> Task details:
How many lines below hold "align"? Answer with only the number.

(Stored items)
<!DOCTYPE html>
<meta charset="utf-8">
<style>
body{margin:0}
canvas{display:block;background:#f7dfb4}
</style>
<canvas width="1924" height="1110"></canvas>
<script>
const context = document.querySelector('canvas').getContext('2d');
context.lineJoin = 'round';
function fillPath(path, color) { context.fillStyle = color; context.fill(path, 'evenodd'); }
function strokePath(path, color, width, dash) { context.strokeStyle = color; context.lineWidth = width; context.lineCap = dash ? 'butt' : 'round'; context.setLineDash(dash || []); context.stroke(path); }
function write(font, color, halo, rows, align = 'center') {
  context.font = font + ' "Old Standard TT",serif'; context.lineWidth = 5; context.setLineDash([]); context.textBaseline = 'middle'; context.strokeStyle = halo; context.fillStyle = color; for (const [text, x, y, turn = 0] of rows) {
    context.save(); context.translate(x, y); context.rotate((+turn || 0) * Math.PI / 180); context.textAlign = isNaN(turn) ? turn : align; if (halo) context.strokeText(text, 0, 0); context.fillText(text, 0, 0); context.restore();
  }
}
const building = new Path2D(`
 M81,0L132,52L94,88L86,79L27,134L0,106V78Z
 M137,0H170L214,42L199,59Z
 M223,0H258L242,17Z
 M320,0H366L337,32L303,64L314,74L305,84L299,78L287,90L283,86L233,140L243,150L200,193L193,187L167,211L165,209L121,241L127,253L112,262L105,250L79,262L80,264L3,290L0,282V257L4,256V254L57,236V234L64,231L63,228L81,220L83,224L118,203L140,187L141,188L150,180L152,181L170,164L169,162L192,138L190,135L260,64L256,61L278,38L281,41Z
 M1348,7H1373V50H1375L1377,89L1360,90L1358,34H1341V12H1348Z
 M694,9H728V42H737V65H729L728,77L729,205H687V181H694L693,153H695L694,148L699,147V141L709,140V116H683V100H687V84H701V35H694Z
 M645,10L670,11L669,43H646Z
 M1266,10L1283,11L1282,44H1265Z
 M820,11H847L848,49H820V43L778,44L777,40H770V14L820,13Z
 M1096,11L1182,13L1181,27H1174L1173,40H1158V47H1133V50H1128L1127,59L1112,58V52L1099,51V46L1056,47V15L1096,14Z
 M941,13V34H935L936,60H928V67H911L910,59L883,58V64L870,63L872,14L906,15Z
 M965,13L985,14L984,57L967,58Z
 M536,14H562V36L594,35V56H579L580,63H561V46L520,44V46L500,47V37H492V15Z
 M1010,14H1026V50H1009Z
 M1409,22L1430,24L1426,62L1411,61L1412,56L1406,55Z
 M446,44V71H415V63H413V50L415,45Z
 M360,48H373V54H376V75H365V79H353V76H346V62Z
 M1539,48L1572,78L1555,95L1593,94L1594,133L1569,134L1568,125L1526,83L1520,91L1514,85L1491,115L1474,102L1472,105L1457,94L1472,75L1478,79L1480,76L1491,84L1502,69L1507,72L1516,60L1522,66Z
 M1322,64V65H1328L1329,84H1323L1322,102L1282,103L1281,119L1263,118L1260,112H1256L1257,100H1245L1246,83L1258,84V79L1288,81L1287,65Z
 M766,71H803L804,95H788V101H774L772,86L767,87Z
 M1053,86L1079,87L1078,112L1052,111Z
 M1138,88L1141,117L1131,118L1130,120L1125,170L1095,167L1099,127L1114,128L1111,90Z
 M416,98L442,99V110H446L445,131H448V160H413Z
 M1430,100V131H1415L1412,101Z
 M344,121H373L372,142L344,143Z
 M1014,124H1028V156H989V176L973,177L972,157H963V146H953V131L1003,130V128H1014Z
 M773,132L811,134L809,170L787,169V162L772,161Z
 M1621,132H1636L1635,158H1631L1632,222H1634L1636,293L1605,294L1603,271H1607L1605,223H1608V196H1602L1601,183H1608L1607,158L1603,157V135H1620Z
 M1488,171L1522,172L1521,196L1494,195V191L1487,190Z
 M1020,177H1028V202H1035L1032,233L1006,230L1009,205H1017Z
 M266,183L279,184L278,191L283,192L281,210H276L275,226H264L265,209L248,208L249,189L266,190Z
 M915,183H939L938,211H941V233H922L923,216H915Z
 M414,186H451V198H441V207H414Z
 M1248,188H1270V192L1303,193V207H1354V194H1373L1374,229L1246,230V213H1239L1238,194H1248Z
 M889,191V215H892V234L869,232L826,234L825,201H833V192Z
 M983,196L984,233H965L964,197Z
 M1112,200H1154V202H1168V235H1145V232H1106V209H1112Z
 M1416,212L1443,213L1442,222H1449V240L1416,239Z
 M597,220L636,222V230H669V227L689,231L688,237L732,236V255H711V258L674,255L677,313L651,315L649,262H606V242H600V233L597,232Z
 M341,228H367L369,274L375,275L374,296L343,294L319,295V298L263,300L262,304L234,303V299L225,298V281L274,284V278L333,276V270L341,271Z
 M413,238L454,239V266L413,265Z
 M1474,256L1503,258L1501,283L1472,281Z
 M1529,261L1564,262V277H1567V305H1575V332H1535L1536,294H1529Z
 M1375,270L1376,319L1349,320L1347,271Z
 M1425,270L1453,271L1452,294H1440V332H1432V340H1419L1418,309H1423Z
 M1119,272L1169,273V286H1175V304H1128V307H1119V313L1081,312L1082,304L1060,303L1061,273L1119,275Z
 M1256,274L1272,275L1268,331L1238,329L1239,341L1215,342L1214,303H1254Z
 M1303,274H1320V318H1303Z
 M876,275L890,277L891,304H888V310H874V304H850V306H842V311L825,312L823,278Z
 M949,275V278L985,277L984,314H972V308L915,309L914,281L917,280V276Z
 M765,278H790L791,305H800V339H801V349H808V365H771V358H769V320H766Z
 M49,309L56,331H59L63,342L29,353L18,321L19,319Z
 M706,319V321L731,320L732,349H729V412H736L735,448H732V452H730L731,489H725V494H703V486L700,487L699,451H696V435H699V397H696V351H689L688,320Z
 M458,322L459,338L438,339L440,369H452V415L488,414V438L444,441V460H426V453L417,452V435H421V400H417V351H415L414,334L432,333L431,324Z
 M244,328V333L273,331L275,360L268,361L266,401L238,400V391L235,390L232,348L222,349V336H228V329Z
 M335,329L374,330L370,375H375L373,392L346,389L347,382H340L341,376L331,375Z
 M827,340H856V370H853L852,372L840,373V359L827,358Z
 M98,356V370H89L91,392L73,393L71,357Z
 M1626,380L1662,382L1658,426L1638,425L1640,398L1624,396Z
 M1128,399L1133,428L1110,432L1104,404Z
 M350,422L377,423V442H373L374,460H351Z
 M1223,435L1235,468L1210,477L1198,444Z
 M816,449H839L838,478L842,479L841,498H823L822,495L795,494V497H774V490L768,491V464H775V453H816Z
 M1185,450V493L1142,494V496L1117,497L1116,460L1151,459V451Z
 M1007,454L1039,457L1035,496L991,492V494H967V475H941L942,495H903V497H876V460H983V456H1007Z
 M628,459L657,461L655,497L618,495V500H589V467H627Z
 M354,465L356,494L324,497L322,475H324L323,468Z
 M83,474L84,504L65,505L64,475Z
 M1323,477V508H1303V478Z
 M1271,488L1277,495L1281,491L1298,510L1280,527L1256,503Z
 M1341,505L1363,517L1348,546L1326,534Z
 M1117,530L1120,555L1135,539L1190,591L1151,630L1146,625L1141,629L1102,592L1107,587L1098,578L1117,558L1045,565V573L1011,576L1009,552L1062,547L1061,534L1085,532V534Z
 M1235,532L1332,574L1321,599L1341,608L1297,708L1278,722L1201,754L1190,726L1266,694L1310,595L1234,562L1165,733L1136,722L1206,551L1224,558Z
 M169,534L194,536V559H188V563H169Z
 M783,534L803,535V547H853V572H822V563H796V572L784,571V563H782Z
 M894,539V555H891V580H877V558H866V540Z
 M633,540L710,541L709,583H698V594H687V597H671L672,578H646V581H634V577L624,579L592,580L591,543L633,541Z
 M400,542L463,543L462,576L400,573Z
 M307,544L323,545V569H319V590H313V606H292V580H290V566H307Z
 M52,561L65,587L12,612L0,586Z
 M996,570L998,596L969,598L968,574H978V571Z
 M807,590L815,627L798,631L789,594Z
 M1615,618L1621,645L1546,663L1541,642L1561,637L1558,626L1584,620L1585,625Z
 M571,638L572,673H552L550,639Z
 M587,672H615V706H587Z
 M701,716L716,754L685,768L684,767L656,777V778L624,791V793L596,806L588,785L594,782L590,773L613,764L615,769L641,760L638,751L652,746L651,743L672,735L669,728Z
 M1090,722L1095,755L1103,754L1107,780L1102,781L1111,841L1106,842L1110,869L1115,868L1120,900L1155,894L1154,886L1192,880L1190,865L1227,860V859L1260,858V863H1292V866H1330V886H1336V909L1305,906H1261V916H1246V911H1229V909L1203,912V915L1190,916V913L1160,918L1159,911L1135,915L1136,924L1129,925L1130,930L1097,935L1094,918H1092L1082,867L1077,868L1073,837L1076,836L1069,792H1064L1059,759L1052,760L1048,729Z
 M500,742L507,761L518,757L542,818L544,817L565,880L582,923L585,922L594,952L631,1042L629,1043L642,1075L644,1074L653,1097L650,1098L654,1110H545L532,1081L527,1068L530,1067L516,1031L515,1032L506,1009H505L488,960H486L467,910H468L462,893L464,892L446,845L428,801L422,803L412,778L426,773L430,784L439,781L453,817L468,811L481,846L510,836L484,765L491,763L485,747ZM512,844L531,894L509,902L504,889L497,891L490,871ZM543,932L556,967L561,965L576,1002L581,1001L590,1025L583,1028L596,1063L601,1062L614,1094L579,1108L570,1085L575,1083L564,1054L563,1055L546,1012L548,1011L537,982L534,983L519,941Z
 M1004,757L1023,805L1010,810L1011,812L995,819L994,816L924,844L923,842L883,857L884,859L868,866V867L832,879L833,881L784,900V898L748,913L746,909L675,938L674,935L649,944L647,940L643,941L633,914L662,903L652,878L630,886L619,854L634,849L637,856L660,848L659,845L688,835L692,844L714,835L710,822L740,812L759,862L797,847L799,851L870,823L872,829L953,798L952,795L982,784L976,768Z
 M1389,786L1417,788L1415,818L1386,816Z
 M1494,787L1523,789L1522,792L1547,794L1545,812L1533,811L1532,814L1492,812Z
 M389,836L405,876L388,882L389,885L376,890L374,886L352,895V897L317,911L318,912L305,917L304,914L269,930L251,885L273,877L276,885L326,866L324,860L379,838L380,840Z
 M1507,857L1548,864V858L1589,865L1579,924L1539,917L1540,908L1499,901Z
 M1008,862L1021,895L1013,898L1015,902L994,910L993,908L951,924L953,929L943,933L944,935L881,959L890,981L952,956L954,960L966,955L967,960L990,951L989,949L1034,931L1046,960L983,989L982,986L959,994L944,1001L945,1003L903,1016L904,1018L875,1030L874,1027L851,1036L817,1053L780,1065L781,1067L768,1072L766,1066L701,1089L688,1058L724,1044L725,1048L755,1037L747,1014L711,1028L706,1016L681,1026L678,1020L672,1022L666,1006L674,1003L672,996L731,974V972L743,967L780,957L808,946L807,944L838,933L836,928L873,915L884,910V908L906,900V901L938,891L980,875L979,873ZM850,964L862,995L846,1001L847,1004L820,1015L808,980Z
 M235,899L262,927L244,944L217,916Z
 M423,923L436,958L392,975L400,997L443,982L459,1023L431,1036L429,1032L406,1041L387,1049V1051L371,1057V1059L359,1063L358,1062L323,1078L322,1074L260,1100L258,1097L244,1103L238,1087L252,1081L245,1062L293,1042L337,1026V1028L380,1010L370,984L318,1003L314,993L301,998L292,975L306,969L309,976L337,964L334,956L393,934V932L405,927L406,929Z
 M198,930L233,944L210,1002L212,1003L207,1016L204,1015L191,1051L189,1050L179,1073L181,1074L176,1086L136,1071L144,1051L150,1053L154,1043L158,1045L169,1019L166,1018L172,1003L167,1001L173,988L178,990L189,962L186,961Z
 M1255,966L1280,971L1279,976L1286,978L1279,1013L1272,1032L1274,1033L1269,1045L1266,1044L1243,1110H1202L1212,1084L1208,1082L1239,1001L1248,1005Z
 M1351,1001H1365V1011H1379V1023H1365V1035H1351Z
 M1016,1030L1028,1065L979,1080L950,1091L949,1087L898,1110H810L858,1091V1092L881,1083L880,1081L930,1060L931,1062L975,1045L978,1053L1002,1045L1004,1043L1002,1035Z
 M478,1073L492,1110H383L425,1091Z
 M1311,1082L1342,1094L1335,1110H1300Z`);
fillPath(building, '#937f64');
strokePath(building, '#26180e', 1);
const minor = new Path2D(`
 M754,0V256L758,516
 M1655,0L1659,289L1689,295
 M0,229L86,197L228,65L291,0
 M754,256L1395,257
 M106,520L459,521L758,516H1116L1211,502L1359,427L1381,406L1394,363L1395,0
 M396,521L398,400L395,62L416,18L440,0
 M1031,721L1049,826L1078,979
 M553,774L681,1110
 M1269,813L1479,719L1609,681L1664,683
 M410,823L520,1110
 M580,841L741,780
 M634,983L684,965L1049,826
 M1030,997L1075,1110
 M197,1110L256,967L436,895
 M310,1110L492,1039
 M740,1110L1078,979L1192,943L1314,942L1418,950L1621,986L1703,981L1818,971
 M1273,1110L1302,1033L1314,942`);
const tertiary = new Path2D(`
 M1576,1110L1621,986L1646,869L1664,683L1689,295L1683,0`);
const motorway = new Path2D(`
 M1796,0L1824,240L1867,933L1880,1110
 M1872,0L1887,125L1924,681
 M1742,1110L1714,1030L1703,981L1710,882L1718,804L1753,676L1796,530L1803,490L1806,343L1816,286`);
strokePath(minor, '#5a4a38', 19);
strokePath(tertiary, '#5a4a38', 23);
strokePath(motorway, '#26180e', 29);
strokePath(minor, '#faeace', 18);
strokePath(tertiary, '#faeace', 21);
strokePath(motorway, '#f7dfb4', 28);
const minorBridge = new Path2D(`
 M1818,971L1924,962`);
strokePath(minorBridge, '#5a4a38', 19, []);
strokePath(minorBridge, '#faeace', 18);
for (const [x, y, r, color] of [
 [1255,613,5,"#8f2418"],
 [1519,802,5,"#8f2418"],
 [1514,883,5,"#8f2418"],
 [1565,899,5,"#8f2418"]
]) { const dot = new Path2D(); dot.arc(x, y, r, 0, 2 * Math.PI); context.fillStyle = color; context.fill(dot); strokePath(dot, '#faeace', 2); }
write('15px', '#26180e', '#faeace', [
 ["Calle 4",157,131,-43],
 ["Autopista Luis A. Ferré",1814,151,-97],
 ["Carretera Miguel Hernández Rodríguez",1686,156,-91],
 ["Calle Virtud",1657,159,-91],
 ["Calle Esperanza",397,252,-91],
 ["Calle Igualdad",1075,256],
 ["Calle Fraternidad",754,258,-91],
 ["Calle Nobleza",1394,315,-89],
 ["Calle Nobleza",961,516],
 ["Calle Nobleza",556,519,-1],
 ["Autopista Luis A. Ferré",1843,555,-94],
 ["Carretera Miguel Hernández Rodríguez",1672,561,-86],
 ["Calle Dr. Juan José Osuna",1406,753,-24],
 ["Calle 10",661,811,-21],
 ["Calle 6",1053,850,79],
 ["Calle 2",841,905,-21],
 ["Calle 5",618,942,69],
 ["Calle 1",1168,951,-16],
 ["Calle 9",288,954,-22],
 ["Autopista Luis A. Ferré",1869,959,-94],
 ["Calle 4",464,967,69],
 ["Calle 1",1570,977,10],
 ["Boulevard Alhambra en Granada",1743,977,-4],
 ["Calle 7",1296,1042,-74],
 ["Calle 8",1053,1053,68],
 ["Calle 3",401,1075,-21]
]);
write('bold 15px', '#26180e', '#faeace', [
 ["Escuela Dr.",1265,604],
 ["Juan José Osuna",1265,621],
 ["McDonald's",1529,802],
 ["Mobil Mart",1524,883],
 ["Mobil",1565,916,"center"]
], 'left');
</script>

> Response:
2